BC BRIEFS: Unemployment rises
Updated: July 17, 2009 4:51 PM
After two months of job growth, B.C. lost 4,100 jobs in June and, with more people looking for work, the unemployment rate jumped to 8.1 per cent.
Forestry, fishing and mining continued to shed jobs, but the biggest shift was the service sector, in which most of the net job loss for the province took place.
Gains were made in information, culture and recreation employment, as well as finance, insurance, real estate, health care and social-assistance jobs.
The North Coast-Nechako and Cariboo regions had the largest job loss of about 10 per cent, while Thompson-Okanagan jobs were down 7.8 per cent.
Kootenay, which had near-record low unemployment of 2.5 per cent in June 2008, saw its unemployment rate climb to 8.7 per cent a year later.

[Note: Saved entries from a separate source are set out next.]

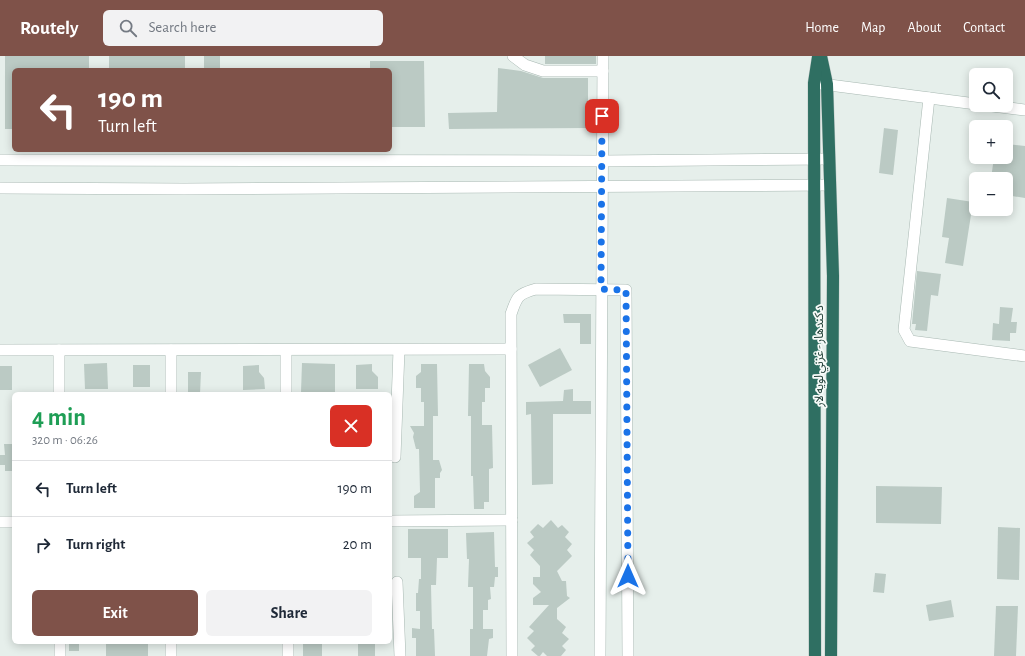 <!DOCTYPE html>
<html lang="en">
<head>
<meta charset="utf-8">
<style>
	:root { --surface:#fff; --page:#f2f2f3; --text:#1f2937; --muted:#747a83; --line:#e0e1e3; --accent:#7f5249 }
	body { margin:0; font-family:"Alegreya Sans","Noto Sans Arabic",sans-serif; background:var(--page); color:var(--text); height:100vh; display:flex; flex-direction:column; font-size:15px; white-space:nowrap }
	* { box-sizing:border-box; margin:0 }
	p { font-size:13px; color:var(--muted) }
	.icon { flex:none; width:22px; height:22px; fill:none; stroke:currentColor; stroke-width:2; stroke-linecap:round; stroke-linejoin:round }
	.map { position:relative; flex:1; overflow:hidden }
	.drawer { position:absolute; left:12px; top:336px; width:380px; height:252px; display:flex; flex-direction:column; background:var(--surface); border-radius:6px; box-shadow:0 2px 10px #0003 }
	.drawer>* { flex:none }
	.top-card { position:absolute; left:12px; top:12px; width:380px; height:84px; border-radius:6px; box-shadow:0 2px 10px #0003; background:#7f5249; color:#fff; overflow:hidden }
	.controls { position:absolute; left:969px; top:12px; display:grid; gap:8px }
	.controls a { display:grid; place-items:center; width:44px; height:44px; border-radius:6px; background:var(--surface); box-shadow:0 2px 10px #0003; font-size:20px }
	.pin { position:absolute; display:grid; place-items:center; width:34px; height:34px; color:#fff; margin:-17px; border-radius:8px; box-shadow:0 2px 6px #0006 }
	.me { position:absolute; width:44px; margin:-22px; rotate:0deg; stroke-linejoin:round; filter:drop-shadow(0 0 3px #0008) }
	.turn { display:flex; align-items:center; gap:14px; height:84px; padding:0 20px; font-size:18px }
	.turn .icon { width:52px; height:52px; stroke-width:2.5 }
	.turn b { display:block; font-size:28px; line-height:34px }
	.round { display:grid; place-items:center; flex:none; width:42px; height:42px; border-radius:6px; background:var(--page) }
	.overview { display:flex; align-items:center; justify-content:space-between; height:68px; padding:0 20px }
	h1 { font-size:24px; font-weight:600; line-height:30px; color:#1e9e55 }
	.button { display:flex; gap:8px; margin-top:auto; padding:8px 20px }
	.button a { flex:1; height:46px; border-radius:6px; background:var(--accent); color:#fff; font-size:16px; font-weight:600; line-height:46px; text-align:center }
	.button a+a { background:var(--page); color:var(--text) }
	ul { padding:0; list-style:none }
	li { display:flex; align-items:center; gap:12px; height:56px; padding:0 20px; border-top:1px solid var(--line) }
	li div { flex:1 }
	li b { display:block; font-size:15px }
	li em { font-style:normal }
	header { display:flex; align-items:center; gap:24px; box-sizing:border-box; height:56px; padding:0 20px; background:var(--accent); color:#fff }
	header strong { font-size:19px }
	nav { display:flex; gap:22px; margin-inline-start:auto; font-size:14px }
	.search { width:280px; height:36px; background:var(--page); display:flex; align-items:center; gap:10px; box-sizing:border-box; padding:0 14px; border-radius:6px; color:var(--muted); font-size:15px }
	.map>svg:first-child { display:block }
	.building { fill:#bbcac4 }
	.lines { fill:none; stroke-linecap:round; stroke-linejoin:round }
	.minor-casing { stroke:#a8b8b2; stroke-width:12 }
	.highway-casing { stroke:#c2cac8; stroke-width:13 }
	.minor { stroke:#fff; stroke-width:11 }
	.highway { stroke:#2f6f62; stroke-width:12 }
	.route { stroke:#1a73e8; stroke-width:7; stroke-dasharray:0 12.6 }
	.labels { text-anchor:middle; stroke-width:3.5; stroke-linejoin:round; paint-order:stroke }
	.street-label { font-size:12px; fill:#24423a; stroke:#f7fbf9 }
</style>
</head>
<body>
<header>
<strong>Routely</strong>
<div class="search"><svg class="icon" aria-label="search" viewBox="0 0 24 24"><circle cx="10" cy="10" r="6"/><path d="M15 15l6 6"/></svg>Search here</div>
<nav><a>Home</a><a>Map</a><a>About</a><a>Contact</a></nav>
</header>
<div class="map">
<svg width="1025" height="600" viewBox="0 0 1025 600">
	<rect width="100%" height="100%" fill="#e6efeb"/>
	<!-- building -->
	<g class="building">
		<polygon points="5,0 89,0 89,14 14,14 14,73 5,73"/>
		<rect x="109" y="0" width="76" height="14"/>
		<rect x="204" y="0" width="16" height="14"/>
		<rect x="545" y="0" width="51" height="8"/>
		<polygon points="370,5 424,5 425,71 390,71 390,14 370,14"/>
		<polygon points="498,12 521,15 543,22 588,22 588,72 449,73 448,57 497,56"/>
		<polygon points="884,72 898,74 893,119 879,117"/>
		<polygon points="1006,88 1025,90 1025,142 1006,139 1006,123 991,123 994,101 1006,101"/>
		<polygon points="947,142 973,146 963,210 945,207 949,182 942,181"/>
		<polygon points="917,215 941,218 938,240 931,239 927,275 915,274 916,268 912,268"/>
		<polygon points="1000,251 1013,252 1011,266 1017,266 1016,277 1010,277 1010,285 992,284 993,267 999,268"/>
		<polygon points="563,258 591,258 591,288 580,288 580,267 564,267"/>
		<polygon points="560,292 572,314 540,331 528,309"/>
		<polygon points="107,307 108,333 85,333 84,308"/>
		<polygon points="302,307 335,308 335,336 301,336"/>
		<polygon points="372,308 372,315 378,321 378,333 356,333 356,309"/>
		<polygon points="421,308 437,308 438,360 433,360 433,404 439,404 442,414 440,417 440,422 435,422 435,452 414,452 414,440 420,436 419,393 416,393 413,381 414,377 410,370 424,370 424,346 421,346 421,332 416,332 416,320 421,316"/>
		<polygon points="469,308 484,308 485,315 490,321 490,332 485,332 485,346 482,346 482,369 492,369 493,412 489,413 489,446 484,446 484,453 474,453 473,420 471,420 471,360 468,360"/>
		<rect x="133" y="309" width="17" height="22"/>
		<polygon points="259,309 259,316 264,322 265,333 243,334 243,310"/>
		<rect x="0" y="310" width="12" height="24"/>
		<polygon points="188,316 201,316 200,338 188,338"/>
		<polygon points="573,333 573,345 591,345 591,358 553,358 553,428 532,429 531,358 526,359 526,346 563,345 564,334"/>
		<polygon points="4,388 12,388 13,415 5,415 5,409 0,409 0,399 5,399"/>
		<polygon points="876,430 942,431 941,468 876,467"/>
		<polygon points="551,464 558,472 562,469 569,476 565,481 572,488 567,494 572,500 557,515 562,525 566,525 567,540 570,542 557,552 557,563 566,571 562,577 569,583 562,590 566,594 561,600 547,600 543,596 540,600 538,600 531,594 535,590 527,582 534,575 529,571 549,549 533,549 533,542 541,536 533,528 533,521 540,521 540,510 530,499 534,494 527,487 534,481 530,476 538,468 543,472"/>
		<polygon points="998,471 1020,472 1019,524 997,523"/>
		<polygon points="408,473 448,473 448,502 437,502 436,529 431,529 432,573 434,573 435,600 416,600 416,582 412,582 412,572 420,573 420,555 416,555 416,537 418,537 419,523 421,523 421,502 408,502"/>
		<polygon points="494,476 495,511 498,511 498,521 495,521 494,531 490,531 491,543 488,544 488,554 483,554 483,573 493,573 493,582 489,583 487,600 470,600 470,573 473,573 473,531 468,531 469,503 467,503 466,477"/>
		<polygon points="875,517 886,518 884,537 873,536"/>
		<polygon points="951,544 954,561 929,565 926,549"/>
		<polygon points="996,550 1018,550 1016,600 994,600"/>
		<rect x="69" y="586" width="10" height="9"/>
		<rect x="106" y="586" width="42" height="14"/>
		<rect x="303" y="586" width="19" height="14"/>
		<rect x="358" y="586" width="17" height="14"/>
	</g>
	<g class="lines">
		<defs>
			<g id="minor">
				<polyline points="513,0 525,9 543,15 603,15"/>
				<polyline points="814,27 976,48"/>
				<polyline points="929,42 904,274 910,285 1025,300"/>
				<polyline points="984,49 1025,54"/>
				<polyline points="0,104 602,105 829,103"/>
				<polyline points="0,132 184,133 830,129"/>
				<polyline points="0,294 511,293"/>
				<polyline points="59,294 59,338"/>
				<polyline points="171,294 171,338"/>
				<polyline points="286,338 286,294"/>
				<polyline points="395,401 399,294"/>
				<polyline points="390,465 512,464"/>
				<polyline points="0,466 14,466"/>
				<polyline points="397,526 400,600"/>
				<polyline points="60,586 60,600"/>
				<polyline points="171,586 171,600"/>
				<polyline points="288,600 288,586"/>
				<path d="M512 600 511 258C517 240 518 238 536 233L626 234 628 600"/>
				<polyline points="600,600 603,0"/>
			</g>
			<g id="highway">
				<polyline points="821,0 827,28 833,220 831,600"/>
				<polyline points="815,600 814,27 818,1"/>
			</g>
		</defs>
		<!-- minor casing -->
		<use href="#minor" class="minor-casing"/>
		<!-- highway casing -->
		<use href="#highway" class="highway-casing"/>
		<!-- minor -->
		<use href="#minor" class="minor"/>
		<!-- highway -->
		<use href="#highway" class="highway"/>
	</g>
	<g class="lines">
		<!-- route -->
		<polyline class="route" points="602,60 601,233 626,234 628,520"/>
	</g>
	<g class="labels">
		<!-- street labels -->
		<g class="street-label">
			<text transform="translate(819 300) rotate(-90)" y="4">د کندهار - غزني لويه لار</text>
		</g>
	</g>
</svg>
<div class="controls">
<a><svg class="icon" aria-label="search" viewBox="0 0 24 24"><circle cx="10" cy="10" r="6"/><path d="M15 15l6 6"/></svg></a>
<a>+</a>
<a>−</a>
</div>
<div class="pin" style="left:602px;top:60px;background:#d93025"><svg class="icon" aria-label="arrive" viewBox="0 0 24 24"><path d="M6 21V4h12l-3 4 3 4H6"/></svg></div>
<svg class="me" style="left:628px;top:520px" viewBox="-20 -20 40 40"><path d="M0-17L14 15 0 8-14 15z" fill="#1a73e8" stroke="#fff" stroke-width="4"/></svg>
<div class="top-card">
<div class="turn"><svg class="icon" aria-label="left" viewBox="0 0 24 24"><path d="M17 20v-9H6M10 6l-5 5 5 5"/></svg><div><b>190 m</b>Turn left</div></div>
</div>
<section class="drawer">
<div class="overview"><div><h1>4 min</h1><p>320 m · 06:26</p></div><a class="round" style="background:#d93025;color:#fff"><svg class="icon" aria-label="close" viewBox="0 0 24 24"><path d="M6 6l12 12M18 6L6 18"/></svg></a></div>
<ul>
<li><svg class="icon" aria-label="left" viewBox="0 0 24 24"><path d="M17 20v-9H6M10 6l-5 5 5 5"/></svg><div><b>Turn left</b></div><em>190 m</em></li>
<li><svg class="icon" aria-label="right" viewBox="0 0 24 24"><path d="M7 20v-9h11M14 6l5 5-5 5"/></svg><div><b>Turn right</b></div><em>20 m</em></li>
</ul>
<div class="button"><a>Exit</a><a>Share</a></div>
</section>
</div>
</body>
</html>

The Vancouver Island-Coast region has lost 3.1 per cent of its workers in the three months up to June, but its unemployment rate of 6.6 per cent is now the lowest in the province.
Continued job losses pushed the unemployment rate to 7.3 per cent in B.C.’s most populous region — Mainland-Southwest.
Management and administration jobs were down 7.1 per cent, public administration down 5.3 per cent and transportation and warehousing jobs were down 4.1 per cent for the month, according to Statistics Canada’s labour force survey.
* Provincial park renamed
Brooks Peninsula Provincial Park, the second-largest protected area on Vancouver Island, has been renamed according to local aboriginal tradition.
The park is now known as Muqin/Brooks, the word Muqin meaning “the Queen” in the Nuu-Chah-Nulth language.
The name-change agreement follows federal ratification of the Maa-Nulth treaty, reached with five aboriginal groups on the west coast of Vancouver Island.
Co-management of protected areas has been a key feature of modern treaty negotiations, notably on the Queen Charlotte Islands, now popularly known as Haida Gwaii, with large portions converted to national park status under Haida control.
“This agreement is intended to foster a strong foundation for the collaborative management of all the parks and protected areas within the traditional territories of the Che:k’tles7et’h’ peoples,” said Environment Minister Barry Penner, using the traditional name of one of the Maa-Nulth treaty groups.
Muqin/Brooks is a unique part of B.C., a region that mainly escaped glaciation during the last Ice Age and retains rare plant species from the tide line up to the mountains.
* Mexican, Czech
visits restricted
A surge in refugee claims has prompted the Canadian government to place visa requirements on visits from Mexico and the Czech Republic.
Effective July 14, Mexican and Czech nationals require a visa to travel to Canada.
Immigration Minister Jason Kenney said refugee claims from Mexico have almost tripled since 2005, making it the number-one source country for claims.
In 2008, Canada received more than 9,400 Mexican refugee claims, one-fourth of the total for the year.
The Immigration and Refugee Board rejected nine out of 10 claims.
Ottawa lifted the visa requirement on Czech Republic visitors in October 2007.
Since then, nearly 3,000 refugee claims have come from the European country, compared to fewer than five in 2006.
“In addition to creating significant delays and spiraling new costs in our refugee program, the sheer volume of these claims is undermining our ability to help people fleeing real persecution,” Kenney said.
“The visa process will allow us to assess who is coming to Canada as a legitimate visitor and who might be trying to use the refugee system to jump the immigration queue.”